━━━ DATA EXTRACTS

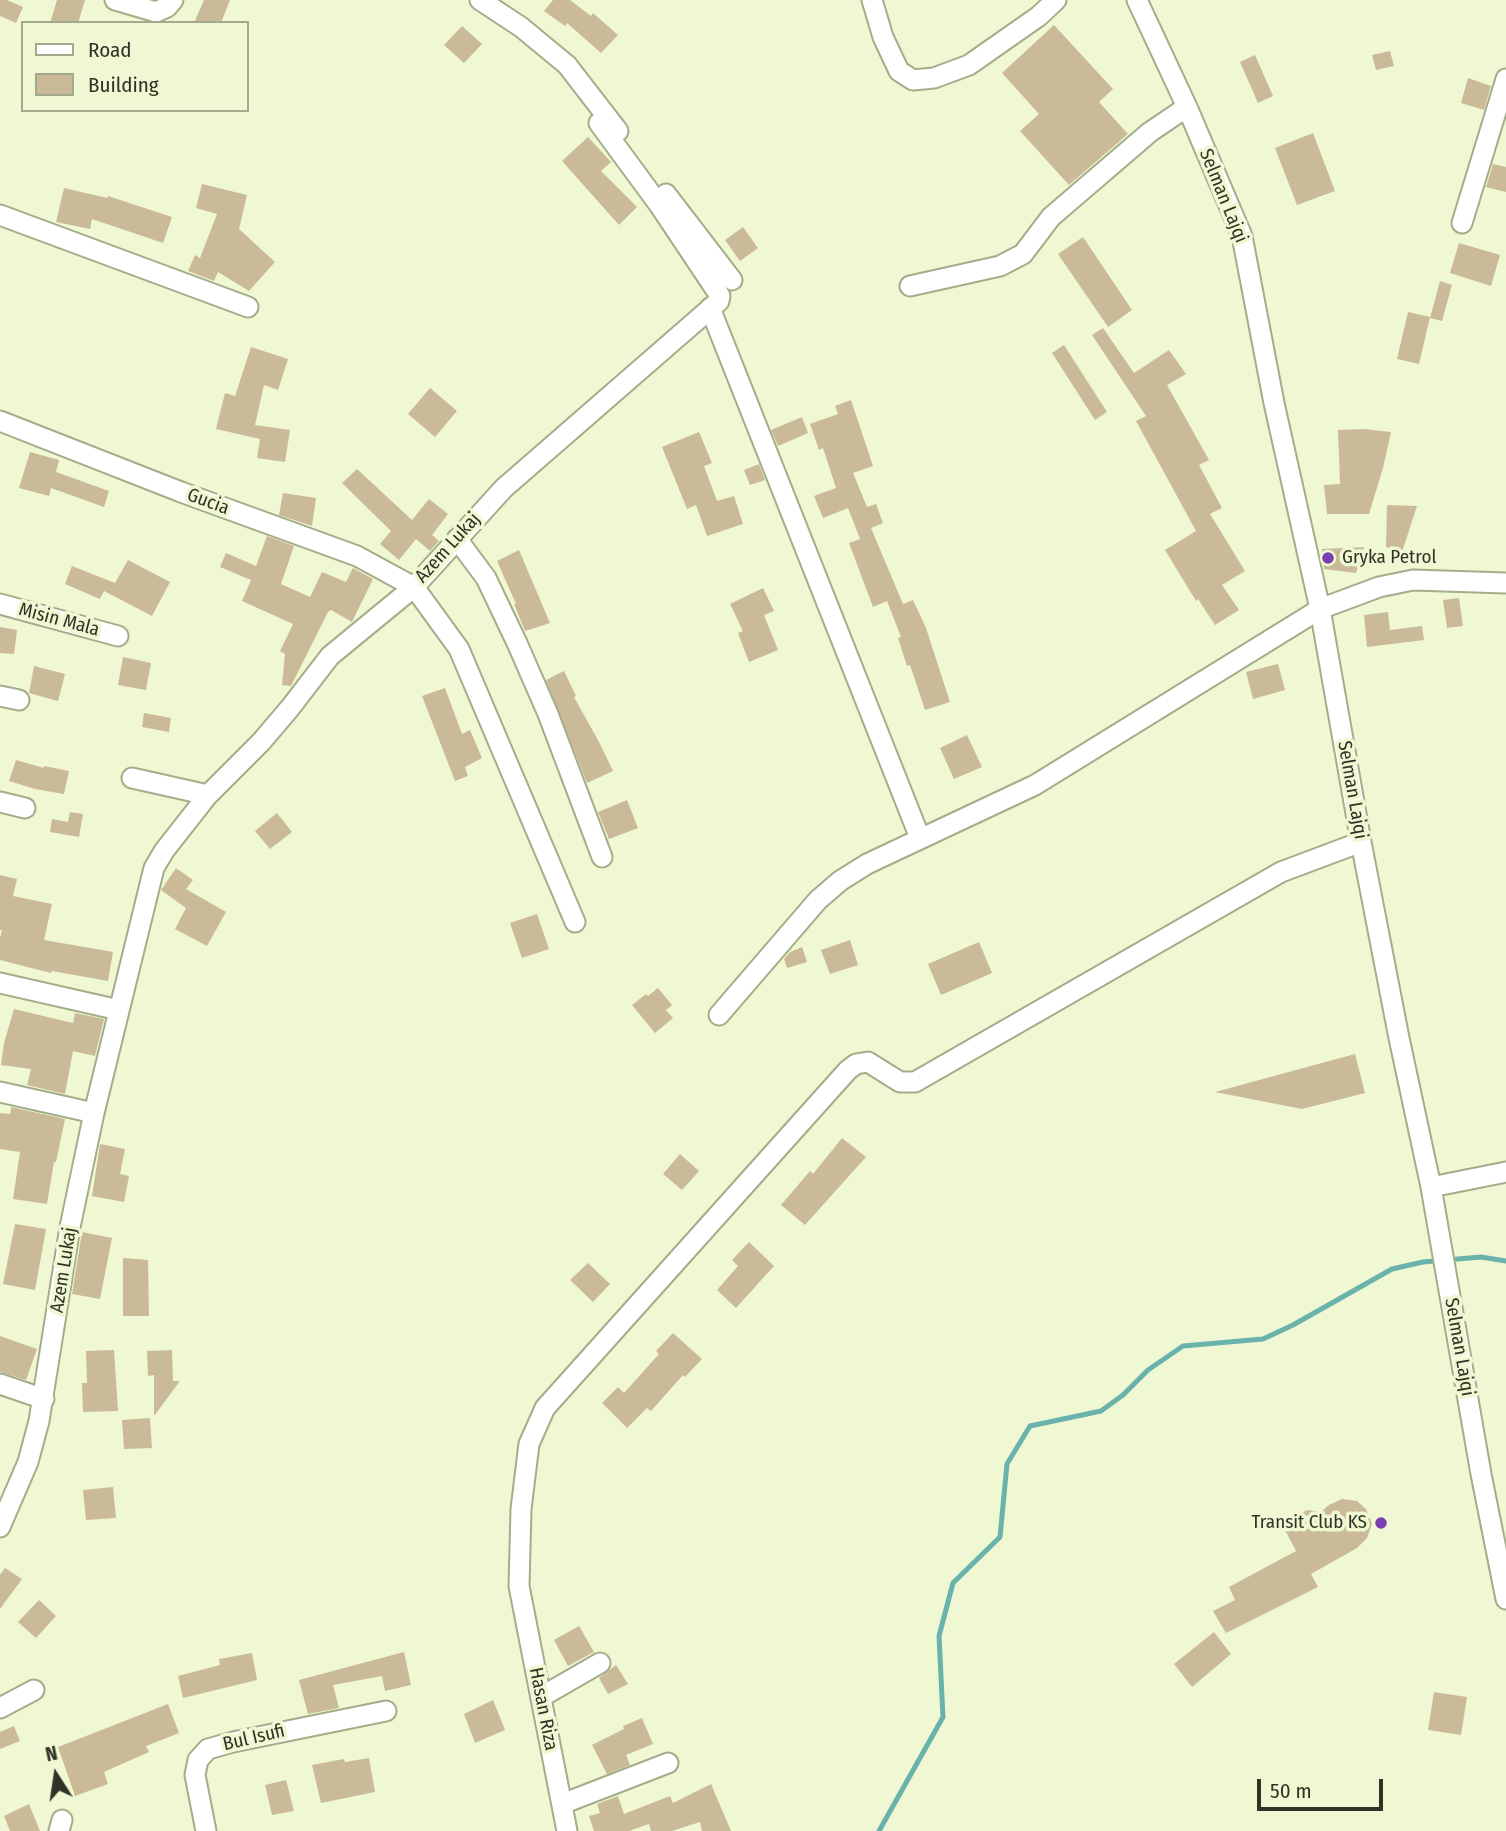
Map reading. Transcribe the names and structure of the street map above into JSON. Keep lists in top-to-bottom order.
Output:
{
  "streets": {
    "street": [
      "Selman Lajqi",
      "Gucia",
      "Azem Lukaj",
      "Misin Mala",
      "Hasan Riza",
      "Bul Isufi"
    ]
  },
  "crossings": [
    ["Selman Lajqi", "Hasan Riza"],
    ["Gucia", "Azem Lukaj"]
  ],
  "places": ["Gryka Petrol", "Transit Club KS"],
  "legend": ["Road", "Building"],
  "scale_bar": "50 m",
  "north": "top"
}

━━━━━━

### TASK INSTRUCTIONS
Please repeat every line of the material above exactly and without its pictures.

### THE ANSWER
Map reading. Transcribe the names and structure of the street map above into JSON. Keep lists in top-to-bottom order.
Output:
{
  "streets": {
    "street": [
      "Selman Lajqi",
      "Gucia",
      "Azem Lukaj",
      "Misin Mala",
      "Hasan Riza",
      "Bul Isufi"
    ]
  },
  "crossings": [
    ["Selman Lajqi", "Hasan Riza"],
    ["Gucia", "Azem Lukaj"]
  ],
  "places": ["Gryka Petrol", "Transit Club KS"],
  "legend": ["Road", "Building"],
  "scale_bar": "50 m",
  "north": "top"
}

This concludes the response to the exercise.